= Directions for this task =
From the records below, copy each line in which the string "currentColor" occurs.

☆ ☆ ☆ ☆ ☆

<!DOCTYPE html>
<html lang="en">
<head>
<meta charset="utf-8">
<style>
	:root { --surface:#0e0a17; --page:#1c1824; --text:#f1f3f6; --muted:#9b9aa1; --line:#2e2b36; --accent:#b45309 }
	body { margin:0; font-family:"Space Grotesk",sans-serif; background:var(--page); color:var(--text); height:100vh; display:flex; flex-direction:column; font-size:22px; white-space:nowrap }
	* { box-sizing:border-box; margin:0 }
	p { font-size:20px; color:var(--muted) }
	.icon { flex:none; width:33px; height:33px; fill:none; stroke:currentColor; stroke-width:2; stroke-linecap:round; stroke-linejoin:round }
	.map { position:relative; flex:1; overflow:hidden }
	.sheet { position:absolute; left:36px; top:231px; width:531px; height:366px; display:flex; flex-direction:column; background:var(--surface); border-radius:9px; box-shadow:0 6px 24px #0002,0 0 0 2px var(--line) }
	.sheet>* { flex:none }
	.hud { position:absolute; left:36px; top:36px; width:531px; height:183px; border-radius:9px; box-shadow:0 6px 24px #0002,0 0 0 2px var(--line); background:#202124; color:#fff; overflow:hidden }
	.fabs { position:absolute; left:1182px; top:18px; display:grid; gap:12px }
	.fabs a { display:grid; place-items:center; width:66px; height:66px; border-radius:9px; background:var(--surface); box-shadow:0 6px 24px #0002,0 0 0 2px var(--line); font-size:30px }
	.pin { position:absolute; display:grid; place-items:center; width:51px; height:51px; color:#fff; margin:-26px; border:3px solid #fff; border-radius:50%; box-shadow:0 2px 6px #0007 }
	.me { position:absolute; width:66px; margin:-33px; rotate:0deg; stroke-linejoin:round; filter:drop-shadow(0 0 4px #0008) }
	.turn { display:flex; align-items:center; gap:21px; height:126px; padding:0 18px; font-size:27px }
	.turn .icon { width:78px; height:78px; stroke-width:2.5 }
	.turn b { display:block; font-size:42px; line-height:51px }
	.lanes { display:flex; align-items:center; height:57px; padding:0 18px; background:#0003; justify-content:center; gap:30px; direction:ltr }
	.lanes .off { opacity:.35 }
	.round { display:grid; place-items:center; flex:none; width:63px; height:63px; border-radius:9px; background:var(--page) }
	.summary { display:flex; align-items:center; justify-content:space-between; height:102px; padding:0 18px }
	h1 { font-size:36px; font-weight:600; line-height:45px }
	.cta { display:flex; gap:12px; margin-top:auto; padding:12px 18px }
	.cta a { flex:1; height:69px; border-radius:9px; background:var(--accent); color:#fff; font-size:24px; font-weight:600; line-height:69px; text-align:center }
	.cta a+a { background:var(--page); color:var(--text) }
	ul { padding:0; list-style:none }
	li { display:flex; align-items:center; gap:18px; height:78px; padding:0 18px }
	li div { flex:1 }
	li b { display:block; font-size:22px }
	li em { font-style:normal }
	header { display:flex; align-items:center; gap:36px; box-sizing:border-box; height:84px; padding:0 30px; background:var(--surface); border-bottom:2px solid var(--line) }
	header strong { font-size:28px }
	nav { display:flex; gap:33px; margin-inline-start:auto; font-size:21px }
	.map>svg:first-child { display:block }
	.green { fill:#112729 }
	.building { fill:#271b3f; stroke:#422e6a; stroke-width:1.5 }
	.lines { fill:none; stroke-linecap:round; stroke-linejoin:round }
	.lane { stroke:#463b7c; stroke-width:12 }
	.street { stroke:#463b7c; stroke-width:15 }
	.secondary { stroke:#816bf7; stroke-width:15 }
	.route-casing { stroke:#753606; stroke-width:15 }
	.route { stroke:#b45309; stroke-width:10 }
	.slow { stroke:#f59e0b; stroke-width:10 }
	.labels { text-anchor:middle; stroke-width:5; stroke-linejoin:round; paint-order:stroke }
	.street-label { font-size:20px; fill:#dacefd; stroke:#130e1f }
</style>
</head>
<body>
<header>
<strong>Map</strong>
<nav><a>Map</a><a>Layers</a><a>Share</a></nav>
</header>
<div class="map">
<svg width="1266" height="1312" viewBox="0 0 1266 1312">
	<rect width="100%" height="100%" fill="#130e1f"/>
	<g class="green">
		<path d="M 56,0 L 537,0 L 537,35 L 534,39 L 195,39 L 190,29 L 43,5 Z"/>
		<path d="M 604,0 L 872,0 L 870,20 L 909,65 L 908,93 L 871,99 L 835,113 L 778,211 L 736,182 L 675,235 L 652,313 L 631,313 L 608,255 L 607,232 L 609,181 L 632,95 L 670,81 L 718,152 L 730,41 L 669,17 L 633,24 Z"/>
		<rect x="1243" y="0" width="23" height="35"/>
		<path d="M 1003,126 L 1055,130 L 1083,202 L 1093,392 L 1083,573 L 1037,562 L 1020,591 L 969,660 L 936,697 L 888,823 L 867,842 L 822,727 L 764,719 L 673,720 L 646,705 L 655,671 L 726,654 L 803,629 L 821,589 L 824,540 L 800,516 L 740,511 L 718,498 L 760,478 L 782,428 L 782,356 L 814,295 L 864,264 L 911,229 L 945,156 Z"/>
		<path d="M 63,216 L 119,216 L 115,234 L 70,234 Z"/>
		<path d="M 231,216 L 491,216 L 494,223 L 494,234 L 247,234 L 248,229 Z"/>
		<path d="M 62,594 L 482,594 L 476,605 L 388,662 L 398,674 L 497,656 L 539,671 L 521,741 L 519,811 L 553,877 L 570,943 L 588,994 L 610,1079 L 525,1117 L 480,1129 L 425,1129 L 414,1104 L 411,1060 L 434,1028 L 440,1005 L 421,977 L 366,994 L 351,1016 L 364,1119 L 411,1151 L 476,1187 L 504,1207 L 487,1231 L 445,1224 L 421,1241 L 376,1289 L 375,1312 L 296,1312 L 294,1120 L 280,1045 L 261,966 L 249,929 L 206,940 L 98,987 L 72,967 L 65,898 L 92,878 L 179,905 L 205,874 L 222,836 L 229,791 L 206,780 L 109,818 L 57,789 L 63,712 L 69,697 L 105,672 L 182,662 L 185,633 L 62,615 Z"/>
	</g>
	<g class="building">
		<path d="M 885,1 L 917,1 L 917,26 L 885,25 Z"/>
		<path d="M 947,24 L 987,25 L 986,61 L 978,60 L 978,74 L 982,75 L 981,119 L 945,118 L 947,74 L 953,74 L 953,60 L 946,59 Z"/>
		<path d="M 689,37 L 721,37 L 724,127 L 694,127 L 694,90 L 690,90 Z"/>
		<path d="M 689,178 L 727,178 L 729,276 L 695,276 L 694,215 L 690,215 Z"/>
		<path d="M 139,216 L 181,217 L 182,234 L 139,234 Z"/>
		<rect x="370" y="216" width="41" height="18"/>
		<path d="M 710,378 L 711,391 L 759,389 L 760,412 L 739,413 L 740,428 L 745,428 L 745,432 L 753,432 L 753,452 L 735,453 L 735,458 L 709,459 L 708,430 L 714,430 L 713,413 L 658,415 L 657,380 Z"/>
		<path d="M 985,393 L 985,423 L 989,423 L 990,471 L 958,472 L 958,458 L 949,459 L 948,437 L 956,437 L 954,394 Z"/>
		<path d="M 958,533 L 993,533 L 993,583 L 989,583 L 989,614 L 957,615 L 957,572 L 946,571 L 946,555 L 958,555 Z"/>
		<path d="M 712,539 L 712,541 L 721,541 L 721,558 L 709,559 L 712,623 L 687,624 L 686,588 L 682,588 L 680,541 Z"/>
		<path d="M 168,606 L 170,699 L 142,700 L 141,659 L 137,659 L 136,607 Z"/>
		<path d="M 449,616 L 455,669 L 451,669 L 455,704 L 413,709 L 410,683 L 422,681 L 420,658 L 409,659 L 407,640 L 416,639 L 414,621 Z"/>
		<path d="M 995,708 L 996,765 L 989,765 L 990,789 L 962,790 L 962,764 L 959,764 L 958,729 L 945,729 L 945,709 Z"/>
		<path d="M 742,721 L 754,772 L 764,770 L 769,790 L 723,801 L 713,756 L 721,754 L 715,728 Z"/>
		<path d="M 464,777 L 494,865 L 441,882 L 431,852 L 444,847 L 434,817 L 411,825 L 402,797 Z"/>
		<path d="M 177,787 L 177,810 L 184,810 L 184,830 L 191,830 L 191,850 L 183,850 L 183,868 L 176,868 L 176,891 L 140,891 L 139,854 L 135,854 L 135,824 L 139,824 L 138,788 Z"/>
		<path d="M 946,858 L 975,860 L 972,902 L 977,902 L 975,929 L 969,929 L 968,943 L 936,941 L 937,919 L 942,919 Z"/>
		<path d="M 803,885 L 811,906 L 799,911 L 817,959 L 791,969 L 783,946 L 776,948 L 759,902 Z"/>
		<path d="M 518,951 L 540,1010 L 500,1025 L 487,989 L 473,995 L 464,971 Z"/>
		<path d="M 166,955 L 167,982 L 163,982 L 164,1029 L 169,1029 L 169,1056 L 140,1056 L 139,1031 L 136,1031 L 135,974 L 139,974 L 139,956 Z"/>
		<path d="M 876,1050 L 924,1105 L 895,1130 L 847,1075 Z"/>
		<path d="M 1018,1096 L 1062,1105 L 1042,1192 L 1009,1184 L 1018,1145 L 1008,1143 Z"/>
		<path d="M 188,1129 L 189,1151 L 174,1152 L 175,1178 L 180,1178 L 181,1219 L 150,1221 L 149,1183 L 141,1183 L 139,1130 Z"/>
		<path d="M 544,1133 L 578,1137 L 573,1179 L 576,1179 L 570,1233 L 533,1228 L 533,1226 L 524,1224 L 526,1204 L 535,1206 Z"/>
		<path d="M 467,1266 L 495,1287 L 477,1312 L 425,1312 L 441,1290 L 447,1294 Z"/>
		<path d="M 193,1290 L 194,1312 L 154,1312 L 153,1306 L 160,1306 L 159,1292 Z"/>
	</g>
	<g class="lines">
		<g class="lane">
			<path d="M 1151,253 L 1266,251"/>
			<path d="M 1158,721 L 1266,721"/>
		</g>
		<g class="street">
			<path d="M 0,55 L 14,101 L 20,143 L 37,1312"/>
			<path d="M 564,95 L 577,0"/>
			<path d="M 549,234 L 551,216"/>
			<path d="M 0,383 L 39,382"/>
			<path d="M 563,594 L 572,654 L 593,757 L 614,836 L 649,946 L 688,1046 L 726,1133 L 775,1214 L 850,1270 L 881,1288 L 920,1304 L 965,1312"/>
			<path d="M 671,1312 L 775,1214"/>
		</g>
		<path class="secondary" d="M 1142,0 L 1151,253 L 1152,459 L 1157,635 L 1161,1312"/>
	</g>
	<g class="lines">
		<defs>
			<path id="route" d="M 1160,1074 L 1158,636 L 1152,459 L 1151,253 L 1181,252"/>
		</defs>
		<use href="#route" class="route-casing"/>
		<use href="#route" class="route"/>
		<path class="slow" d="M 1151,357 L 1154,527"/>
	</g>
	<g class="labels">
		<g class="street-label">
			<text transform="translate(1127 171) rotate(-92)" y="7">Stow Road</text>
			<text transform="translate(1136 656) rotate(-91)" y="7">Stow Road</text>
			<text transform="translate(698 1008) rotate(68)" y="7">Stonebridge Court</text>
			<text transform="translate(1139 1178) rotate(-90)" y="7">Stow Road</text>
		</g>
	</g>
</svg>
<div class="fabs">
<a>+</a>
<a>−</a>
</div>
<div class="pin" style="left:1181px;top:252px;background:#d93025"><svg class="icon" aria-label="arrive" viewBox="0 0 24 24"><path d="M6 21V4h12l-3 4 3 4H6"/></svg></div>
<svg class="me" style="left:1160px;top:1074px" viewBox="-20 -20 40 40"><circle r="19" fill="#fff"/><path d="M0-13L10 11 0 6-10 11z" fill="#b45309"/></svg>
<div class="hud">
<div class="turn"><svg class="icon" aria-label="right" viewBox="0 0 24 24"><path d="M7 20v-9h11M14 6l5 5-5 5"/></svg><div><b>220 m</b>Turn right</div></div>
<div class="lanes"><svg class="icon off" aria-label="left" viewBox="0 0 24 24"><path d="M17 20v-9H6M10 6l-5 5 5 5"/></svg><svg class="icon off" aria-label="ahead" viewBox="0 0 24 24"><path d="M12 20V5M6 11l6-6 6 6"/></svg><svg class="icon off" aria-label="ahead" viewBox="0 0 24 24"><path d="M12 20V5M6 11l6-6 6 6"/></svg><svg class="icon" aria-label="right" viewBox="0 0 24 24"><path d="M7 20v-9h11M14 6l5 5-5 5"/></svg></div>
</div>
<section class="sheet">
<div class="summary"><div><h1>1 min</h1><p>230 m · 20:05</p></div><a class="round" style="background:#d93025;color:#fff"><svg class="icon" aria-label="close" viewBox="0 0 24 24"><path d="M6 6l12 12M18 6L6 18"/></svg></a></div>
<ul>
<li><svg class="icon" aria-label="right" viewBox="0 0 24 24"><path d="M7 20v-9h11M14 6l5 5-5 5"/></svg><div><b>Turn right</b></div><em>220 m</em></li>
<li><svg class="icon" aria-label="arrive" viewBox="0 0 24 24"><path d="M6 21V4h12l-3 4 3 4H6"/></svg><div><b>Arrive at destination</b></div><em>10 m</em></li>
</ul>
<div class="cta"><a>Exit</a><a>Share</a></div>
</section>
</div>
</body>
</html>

☆ ☆ ☆ ☆ ☆

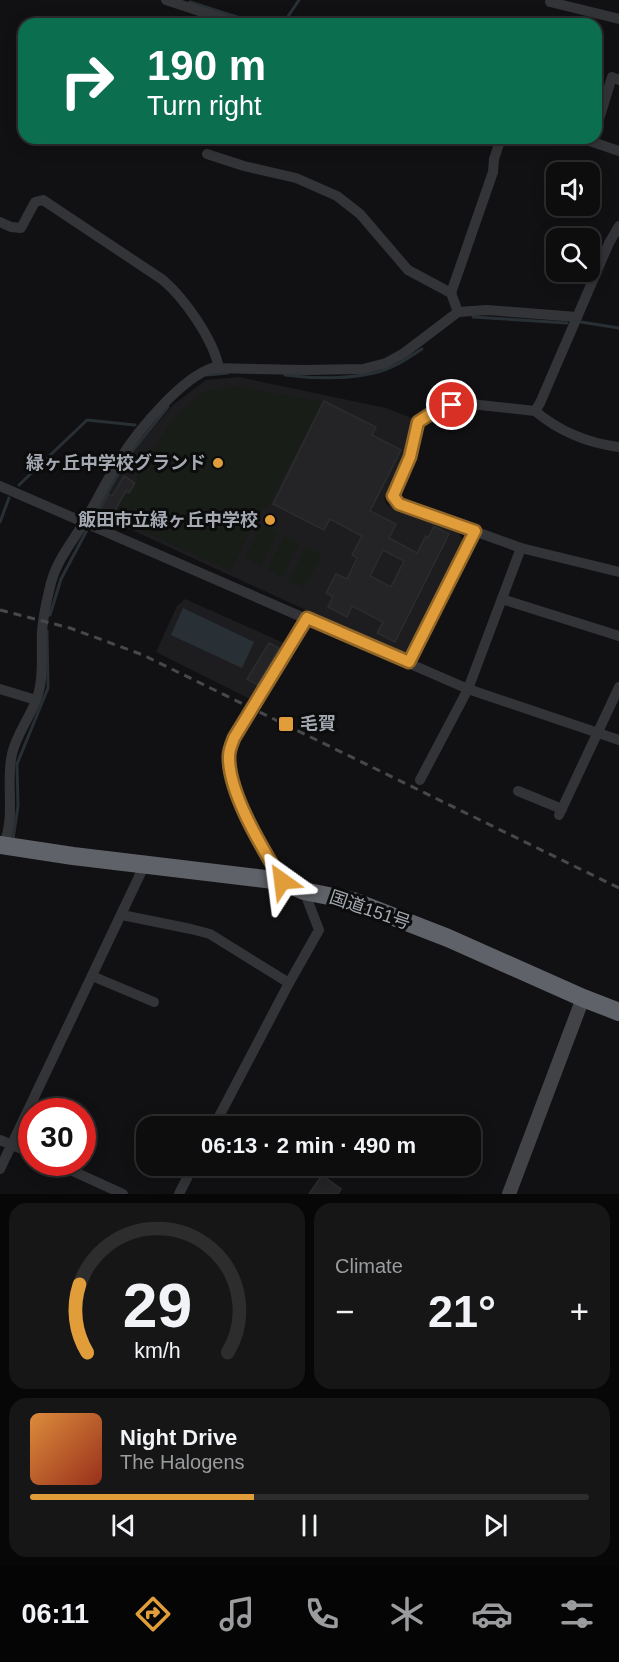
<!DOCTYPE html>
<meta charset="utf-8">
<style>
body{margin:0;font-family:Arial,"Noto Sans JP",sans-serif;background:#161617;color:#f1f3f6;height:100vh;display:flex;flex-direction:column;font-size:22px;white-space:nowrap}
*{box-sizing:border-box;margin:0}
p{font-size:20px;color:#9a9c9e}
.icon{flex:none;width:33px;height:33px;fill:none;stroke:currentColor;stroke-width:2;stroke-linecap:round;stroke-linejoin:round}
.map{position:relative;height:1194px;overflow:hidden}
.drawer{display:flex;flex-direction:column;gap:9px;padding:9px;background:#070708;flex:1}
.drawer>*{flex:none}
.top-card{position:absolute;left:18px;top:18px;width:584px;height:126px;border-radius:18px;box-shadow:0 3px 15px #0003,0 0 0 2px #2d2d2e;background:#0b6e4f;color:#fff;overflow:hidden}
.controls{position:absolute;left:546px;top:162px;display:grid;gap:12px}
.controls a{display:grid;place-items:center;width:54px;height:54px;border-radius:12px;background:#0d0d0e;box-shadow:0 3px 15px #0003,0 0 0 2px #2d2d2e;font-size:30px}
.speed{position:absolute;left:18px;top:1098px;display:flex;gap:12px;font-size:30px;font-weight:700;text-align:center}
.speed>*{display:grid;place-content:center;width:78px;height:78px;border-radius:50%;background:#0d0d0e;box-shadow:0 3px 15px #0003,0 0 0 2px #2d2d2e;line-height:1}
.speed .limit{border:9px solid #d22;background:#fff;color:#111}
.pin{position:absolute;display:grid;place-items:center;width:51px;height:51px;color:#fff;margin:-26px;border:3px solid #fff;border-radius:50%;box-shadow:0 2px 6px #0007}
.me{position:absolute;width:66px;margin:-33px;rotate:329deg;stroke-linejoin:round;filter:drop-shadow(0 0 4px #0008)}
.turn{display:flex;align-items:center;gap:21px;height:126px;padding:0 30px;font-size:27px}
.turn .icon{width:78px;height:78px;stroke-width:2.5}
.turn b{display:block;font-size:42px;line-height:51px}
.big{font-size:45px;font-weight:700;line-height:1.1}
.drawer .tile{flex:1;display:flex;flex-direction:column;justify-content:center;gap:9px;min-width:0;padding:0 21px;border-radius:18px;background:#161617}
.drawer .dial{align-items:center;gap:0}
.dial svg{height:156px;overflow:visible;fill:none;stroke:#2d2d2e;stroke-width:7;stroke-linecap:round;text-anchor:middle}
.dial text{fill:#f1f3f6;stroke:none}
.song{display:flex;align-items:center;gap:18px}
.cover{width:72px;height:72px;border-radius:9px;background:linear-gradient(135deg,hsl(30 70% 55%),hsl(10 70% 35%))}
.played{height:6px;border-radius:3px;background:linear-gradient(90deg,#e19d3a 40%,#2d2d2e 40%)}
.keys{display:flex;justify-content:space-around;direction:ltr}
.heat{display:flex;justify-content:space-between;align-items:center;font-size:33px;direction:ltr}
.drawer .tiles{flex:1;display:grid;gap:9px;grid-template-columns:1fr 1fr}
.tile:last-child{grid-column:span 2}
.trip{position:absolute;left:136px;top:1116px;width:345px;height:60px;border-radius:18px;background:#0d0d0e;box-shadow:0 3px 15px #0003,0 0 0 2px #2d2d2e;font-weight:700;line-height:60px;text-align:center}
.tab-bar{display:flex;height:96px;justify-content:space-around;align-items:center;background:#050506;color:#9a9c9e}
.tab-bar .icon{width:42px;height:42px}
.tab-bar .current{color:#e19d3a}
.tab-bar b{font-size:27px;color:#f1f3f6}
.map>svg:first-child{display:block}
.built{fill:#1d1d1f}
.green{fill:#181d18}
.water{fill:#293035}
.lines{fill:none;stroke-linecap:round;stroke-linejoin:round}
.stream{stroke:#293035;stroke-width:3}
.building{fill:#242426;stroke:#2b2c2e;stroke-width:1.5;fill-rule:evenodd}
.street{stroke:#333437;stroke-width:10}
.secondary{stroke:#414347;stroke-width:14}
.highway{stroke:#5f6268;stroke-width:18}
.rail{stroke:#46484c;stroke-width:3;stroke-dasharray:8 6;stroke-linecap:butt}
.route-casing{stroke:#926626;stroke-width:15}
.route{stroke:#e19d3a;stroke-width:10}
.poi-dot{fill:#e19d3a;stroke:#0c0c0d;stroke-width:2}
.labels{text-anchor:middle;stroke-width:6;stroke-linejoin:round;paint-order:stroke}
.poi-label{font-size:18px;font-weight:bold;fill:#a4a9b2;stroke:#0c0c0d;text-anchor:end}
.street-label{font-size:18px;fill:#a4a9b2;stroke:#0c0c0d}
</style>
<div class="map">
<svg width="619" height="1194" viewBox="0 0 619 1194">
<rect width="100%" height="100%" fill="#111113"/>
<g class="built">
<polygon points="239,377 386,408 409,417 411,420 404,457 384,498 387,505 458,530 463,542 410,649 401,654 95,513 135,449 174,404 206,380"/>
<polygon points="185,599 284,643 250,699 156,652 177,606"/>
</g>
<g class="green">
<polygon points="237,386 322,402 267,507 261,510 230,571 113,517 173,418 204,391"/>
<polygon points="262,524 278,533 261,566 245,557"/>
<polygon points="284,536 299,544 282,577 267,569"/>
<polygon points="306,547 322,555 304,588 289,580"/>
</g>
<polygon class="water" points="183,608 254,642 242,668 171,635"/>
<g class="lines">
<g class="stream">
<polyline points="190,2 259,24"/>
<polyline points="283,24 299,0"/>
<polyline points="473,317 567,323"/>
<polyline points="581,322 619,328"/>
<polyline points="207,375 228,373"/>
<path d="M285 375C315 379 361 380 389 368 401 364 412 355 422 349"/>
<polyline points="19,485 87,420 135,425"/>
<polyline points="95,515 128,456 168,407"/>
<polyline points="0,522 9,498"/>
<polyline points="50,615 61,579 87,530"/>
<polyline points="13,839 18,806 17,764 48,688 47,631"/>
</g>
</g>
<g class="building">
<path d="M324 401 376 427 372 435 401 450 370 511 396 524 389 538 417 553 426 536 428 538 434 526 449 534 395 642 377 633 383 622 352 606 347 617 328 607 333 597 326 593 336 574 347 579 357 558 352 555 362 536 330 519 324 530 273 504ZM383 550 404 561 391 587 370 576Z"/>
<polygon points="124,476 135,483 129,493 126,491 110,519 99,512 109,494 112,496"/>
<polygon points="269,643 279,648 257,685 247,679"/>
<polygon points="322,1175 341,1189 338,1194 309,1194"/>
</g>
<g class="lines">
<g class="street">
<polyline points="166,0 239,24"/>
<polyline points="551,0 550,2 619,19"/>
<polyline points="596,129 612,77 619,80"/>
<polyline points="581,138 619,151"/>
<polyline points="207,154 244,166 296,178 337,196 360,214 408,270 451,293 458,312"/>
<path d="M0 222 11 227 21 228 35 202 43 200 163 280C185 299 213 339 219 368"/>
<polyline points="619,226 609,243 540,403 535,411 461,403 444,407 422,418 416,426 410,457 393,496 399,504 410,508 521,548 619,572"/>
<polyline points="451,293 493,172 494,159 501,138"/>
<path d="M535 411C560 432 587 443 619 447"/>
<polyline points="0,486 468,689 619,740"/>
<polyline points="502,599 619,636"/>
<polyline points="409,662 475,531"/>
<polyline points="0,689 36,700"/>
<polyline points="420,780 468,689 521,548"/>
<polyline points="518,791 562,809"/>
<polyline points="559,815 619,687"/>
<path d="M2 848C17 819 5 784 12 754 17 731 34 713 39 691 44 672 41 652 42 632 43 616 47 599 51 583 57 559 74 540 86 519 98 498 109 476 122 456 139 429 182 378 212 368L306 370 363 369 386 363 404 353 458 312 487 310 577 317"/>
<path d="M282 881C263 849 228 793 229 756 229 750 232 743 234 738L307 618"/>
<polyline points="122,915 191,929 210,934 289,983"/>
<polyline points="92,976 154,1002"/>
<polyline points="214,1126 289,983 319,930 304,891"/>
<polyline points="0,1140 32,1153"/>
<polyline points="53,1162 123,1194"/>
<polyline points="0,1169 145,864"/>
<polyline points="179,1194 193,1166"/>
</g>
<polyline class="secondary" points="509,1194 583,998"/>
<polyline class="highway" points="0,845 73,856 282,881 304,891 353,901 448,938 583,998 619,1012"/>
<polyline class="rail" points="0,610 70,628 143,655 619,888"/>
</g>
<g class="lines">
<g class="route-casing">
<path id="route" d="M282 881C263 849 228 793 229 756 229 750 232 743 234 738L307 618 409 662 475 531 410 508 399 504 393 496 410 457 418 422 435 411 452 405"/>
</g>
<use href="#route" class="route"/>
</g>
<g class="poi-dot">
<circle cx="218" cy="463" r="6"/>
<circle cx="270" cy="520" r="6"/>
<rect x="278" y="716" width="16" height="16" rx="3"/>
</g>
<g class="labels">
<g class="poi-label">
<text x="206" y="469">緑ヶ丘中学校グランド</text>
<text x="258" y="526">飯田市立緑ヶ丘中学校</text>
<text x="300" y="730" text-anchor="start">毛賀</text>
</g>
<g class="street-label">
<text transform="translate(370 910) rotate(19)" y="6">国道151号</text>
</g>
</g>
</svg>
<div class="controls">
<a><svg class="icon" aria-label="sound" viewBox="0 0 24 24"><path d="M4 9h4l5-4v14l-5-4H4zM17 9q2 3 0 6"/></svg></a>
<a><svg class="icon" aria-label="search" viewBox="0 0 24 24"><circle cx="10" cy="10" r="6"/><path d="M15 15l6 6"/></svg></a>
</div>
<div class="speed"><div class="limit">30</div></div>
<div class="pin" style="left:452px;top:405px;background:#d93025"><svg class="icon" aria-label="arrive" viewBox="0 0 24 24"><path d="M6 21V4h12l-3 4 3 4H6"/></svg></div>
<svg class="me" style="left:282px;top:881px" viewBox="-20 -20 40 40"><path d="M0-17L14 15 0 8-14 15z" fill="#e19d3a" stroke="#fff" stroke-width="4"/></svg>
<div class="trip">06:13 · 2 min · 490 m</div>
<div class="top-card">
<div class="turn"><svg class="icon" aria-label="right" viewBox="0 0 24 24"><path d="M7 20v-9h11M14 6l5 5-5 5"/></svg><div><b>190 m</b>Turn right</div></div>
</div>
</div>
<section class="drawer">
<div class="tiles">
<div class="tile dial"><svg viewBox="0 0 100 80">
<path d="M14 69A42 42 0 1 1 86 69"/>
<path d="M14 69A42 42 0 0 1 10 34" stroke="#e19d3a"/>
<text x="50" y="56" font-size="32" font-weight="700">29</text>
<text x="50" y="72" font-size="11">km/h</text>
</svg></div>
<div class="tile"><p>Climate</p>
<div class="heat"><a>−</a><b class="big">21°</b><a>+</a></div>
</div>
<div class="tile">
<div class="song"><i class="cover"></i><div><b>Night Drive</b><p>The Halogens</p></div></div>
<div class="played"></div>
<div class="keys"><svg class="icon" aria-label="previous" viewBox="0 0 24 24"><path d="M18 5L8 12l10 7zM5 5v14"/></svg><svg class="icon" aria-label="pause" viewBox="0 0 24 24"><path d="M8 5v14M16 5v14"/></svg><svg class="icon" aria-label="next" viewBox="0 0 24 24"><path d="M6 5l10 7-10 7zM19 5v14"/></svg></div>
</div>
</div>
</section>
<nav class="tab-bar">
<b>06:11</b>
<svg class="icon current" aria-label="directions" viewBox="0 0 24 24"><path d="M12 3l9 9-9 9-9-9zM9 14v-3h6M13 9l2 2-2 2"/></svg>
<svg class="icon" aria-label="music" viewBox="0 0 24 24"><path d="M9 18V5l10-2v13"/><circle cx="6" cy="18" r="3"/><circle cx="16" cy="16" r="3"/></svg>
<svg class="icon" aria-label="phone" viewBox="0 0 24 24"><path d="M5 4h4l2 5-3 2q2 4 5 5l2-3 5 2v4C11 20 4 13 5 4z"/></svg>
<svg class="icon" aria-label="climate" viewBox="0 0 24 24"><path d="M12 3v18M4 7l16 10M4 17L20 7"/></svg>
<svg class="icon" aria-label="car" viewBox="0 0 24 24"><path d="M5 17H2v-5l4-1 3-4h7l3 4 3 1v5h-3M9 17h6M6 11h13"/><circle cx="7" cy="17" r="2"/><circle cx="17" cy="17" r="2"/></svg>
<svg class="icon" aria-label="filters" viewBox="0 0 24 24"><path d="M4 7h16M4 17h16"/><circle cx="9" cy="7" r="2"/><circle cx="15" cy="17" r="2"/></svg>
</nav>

☆ ☆ ☆ ☆ ☆

= Answer section =
	.icon { flex:none; width:33px; height:33px; fill:none; stroke:currentColor; stroke-width:2; stroke-linecap:round; stroke-linejoin:round }
.icon{flex:none;width:33px;height:33px;fill:none;stroke:currentColor;stroke-width:2;stroke-linecap:round;stroke-linejoin:round}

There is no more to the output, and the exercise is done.